SIGN LANGUAGE DIVERSITY THROUGHOUT THE WORLD
Just as there are many separate cultures throughout the world,
there are also a great number of different sign languages.
Mainly they are all different because of their differing
origins. The different spoken languages that are around them
also affect the signed language and how it was developed. And
the origins of the spoken language also affects how new signed
languages are developed. Often signed languages differ in the
fingerspelling of their alphabets.
Fingerspelling is when signers execute rapid handshapes to
correspond to each letter in the English alphabet, and even some
other, but similar to English, alphabets. Even some words are
fingerspelled to communicate their signs because there is no
lexicographic sign for them (Chamberlain, Mayberry, and Morford
2000). Take ASL, for example, when signing refrigerator, you
just sign R-E-F.
Alphabets of signed languages are dependent on the language of
the region of origin. ASL, a one-handed fingerspelling language
(like most European sign languages), is based on the English
alphabet (Brentari 2001). Lexical units of ASL are like spoken
words of English, like fingerspelling is to spelling
respectively. ASL lexical signing is a two-handed signing for
English words, while fingerspelling is a one-handed signing for
the English alphabet. Also, ASL has multiple lexicographic forms
for the same English word, to show different applications (Bellugi
and Klima 1979).
Yet BSL, a two-handed fingerspelling language (like Australian
and New Zealand sign languages), is based on the British
alphabet. BSL typology, or fingerspelling, allows the
incorporation of English into BSL through visual representation
of the written form. Since the two languages, English and
British, are languages that borrow from each other, then the
fingerspellings would also do much of the same. This brings up
the process of breaking down the typology of the two signed
languages. BSL has a primary, two-handed system as well as a
secondary, one-handed system of fingerspelling. There is also
multiple orientations and configurations to each word in the
alphabet. The one-handed fingerspelling originated in Ireland.
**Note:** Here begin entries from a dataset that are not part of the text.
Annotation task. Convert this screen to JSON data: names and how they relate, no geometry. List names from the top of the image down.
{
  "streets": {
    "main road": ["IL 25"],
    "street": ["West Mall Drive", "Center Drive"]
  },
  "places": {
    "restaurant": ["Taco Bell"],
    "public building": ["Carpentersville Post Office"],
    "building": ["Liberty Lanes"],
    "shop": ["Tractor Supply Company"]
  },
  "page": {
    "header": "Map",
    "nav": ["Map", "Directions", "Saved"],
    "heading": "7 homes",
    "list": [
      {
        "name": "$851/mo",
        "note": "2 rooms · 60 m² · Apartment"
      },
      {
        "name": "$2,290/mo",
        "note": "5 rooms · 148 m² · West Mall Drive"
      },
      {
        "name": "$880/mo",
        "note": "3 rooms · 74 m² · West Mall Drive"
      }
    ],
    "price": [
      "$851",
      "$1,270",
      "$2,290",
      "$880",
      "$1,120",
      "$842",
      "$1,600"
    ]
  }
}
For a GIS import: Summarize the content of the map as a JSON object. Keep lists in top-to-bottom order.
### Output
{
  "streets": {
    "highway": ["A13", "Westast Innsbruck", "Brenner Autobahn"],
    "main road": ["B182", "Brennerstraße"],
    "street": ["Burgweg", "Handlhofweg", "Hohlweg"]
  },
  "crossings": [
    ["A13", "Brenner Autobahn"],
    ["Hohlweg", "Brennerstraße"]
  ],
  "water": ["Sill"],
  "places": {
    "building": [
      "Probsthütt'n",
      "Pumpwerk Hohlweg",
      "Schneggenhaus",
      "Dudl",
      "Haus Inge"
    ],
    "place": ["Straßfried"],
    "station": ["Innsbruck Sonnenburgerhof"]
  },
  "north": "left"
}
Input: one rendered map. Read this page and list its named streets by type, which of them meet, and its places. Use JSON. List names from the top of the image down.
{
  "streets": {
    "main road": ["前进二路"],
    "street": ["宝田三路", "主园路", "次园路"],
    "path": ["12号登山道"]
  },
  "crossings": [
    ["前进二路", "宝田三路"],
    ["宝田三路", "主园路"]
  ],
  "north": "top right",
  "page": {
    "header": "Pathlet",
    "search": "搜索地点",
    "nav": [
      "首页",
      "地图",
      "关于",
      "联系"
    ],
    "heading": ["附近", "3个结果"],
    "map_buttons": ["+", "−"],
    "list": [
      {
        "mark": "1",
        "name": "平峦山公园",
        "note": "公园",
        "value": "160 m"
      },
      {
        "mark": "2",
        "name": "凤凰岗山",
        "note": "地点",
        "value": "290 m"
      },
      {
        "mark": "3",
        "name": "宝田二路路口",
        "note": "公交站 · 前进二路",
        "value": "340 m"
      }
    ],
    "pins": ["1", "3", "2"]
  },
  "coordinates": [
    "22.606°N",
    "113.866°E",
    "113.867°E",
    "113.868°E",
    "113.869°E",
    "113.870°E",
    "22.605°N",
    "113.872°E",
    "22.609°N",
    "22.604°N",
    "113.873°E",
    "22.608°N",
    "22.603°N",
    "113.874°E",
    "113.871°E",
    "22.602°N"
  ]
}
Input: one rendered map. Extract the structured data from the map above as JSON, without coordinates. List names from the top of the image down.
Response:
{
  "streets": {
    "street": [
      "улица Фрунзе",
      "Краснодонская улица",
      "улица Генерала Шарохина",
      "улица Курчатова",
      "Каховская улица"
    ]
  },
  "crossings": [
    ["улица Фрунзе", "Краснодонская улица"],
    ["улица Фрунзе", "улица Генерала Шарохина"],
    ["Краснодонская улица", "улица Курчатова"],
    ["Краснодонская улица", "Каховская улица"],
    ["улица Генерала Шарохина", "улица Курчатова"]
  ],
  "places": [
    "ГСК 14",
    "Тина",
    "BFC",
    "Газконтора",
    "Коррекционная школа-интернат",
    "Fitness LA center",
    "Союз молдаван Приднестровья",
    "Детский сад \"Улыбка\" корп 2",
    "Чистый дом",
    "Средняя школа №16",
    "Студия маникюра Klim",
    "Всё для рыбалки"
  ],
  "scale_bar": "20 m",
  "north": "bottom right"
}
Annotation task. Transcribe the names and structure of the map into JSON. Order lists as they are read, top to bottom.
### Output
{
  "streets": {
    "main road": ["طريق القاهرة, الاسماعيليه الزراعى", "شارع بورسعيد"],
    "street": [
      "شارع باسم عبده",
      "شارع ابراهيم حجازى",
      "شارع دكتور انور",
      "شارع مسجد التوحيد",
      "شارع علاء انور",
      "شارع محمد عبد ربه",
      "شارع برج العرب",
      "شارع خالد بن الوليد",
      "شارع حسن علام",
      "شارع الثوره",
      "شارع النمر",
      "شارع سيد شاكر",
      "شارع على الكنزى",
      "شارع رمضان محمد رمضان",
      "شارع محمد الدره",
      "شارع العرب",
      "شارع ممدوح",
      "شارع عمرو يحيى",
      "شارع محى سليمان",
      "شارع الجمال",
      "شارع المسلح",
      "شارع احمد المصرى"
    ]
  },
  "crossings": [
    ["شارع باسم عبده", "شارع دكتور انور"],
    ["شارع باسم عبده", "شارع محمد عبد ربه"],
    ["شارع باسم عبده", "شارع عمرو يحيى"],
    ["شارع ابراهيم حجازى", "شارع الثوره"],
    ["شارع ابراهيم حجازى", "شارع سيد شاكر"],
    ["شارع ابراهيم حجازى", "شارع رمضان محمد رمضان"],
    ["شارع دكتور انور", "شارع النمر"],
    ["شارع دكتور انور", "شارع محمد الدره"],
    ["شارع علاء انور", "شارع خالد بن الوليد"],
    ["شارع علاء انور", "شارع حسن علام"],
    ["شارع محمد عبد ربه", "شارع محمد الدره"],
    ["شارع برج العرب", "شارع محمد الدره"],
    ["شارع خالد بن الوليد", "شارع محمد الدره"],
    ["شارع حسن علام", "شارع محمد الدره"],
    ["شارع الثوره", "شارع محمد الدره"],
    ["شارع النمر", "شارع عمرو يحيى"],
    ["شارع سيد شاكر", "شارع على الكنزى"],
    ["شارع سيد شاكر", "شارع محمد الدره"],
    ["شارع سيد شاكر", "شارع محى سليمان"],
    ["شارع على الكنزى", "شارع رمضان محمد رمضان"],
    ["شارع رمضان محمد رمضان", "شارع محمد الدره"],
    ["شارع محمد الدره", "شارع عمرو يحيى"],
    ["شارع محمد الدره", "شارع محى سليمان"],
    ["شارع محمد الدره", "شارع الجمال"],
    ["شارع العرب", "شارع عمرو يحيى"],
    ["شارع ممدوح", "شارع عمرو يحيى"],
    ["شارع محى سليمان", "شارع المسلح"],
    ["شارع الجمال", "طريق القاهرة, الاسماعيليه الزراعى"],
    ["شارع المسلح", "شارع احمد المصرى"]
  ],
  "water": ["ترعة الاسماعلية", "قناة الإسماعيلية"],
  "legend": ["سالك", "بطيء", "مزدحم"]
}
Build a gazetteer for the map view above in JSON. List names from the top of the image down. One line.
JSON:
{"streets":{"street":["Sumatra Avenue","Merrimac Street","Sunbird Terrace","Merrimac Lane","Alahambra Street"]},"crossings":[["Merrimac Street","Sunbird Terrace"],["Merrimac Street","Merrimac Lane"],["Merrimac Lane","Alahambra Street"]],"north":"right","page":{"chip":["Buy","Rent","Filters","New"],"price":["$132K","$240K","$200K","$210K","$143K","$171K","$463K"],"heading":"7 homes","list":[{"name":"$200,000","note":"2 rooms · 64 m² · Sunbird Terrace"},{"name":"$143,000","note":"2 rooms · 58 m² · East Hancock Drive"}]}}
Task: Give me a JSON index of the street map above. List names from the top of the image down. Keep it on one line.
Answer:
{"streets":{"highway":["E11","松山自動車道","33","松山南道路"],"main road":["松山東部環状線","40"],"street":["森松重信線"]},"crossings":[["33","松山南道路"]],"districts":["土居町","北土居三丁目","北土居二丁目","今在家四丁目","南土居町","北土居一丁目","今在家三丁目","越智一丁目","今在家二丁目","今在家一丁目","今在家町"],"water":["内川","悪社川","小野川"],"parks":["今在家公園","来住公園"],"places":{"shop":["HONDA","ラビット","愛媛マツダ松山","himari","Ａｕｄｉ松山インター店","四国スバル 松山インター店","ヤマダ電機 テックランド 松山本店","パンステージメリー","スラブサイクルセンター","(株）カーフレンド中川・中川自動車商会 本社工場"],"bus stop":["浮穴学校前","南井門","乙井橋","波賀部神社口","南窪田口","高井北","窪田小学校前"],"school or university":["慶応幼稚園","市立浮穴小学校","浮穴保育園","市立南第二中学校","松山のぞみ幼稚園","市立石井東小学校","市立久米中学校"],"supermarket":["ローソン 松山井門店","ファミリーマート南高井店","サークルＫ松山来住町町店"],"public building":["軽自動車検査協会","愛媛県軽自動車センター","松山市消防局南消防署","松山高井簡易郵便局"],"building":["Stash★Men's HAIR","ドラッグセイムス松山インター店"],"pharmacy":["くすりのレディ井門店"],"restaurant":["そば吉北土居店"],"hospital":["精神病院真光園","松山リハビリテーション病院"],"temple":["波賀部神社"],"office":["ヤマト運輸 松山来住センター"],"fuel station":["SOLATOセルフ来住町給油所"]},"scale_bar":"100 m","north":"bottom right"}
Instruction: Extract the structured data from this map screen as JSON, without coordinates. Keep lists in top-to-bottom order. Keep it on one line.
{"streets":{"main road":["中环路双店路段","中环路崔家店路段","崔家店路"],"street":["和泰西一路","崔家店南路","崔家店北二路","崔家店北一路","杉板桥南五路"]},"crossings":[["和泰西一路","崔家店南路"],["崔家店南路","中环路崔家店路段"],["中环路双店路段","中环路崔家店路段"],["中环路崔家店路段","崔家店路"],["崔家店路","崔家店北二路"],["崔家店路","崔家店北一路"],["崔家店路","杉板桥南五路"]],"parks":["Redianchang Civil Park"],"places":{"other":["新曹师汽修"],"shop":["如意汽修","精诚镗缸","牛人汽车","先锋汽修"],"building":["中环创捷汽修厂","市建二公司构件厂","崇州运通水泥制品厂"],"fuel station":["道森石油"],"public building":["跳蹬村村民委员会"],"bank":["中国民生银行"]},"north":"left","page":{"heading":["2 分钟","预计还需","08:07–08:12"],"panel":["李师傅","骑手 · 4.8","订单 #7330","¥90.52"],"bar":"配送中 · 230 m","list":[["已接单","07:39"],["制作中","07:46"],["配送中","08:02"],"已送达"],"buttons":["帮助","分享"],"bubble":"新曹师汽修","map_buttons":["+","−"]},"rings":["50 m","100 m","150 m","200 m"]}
Its similar to ASL, but a few of the word forms are signed
differently (Brentari 2001).
JSL uses a manual representation of both a syllabic hiragana
system(Basic Japanese vocabulary. Hiragana is used for
describing and understanding non-asian originated objects and
topics) and a manual character signs. The same is used for other
Asian sign languages (Brentari 2001).
DSL is a “mouth-hand system” (Brentari 2001). DSL is a more
iconic signing language than some others. Much like ASL or CSL,
the lexicographic signs used in DSL much resemble the object
being signed, like a descriptor (Bellugi and Klima 1979).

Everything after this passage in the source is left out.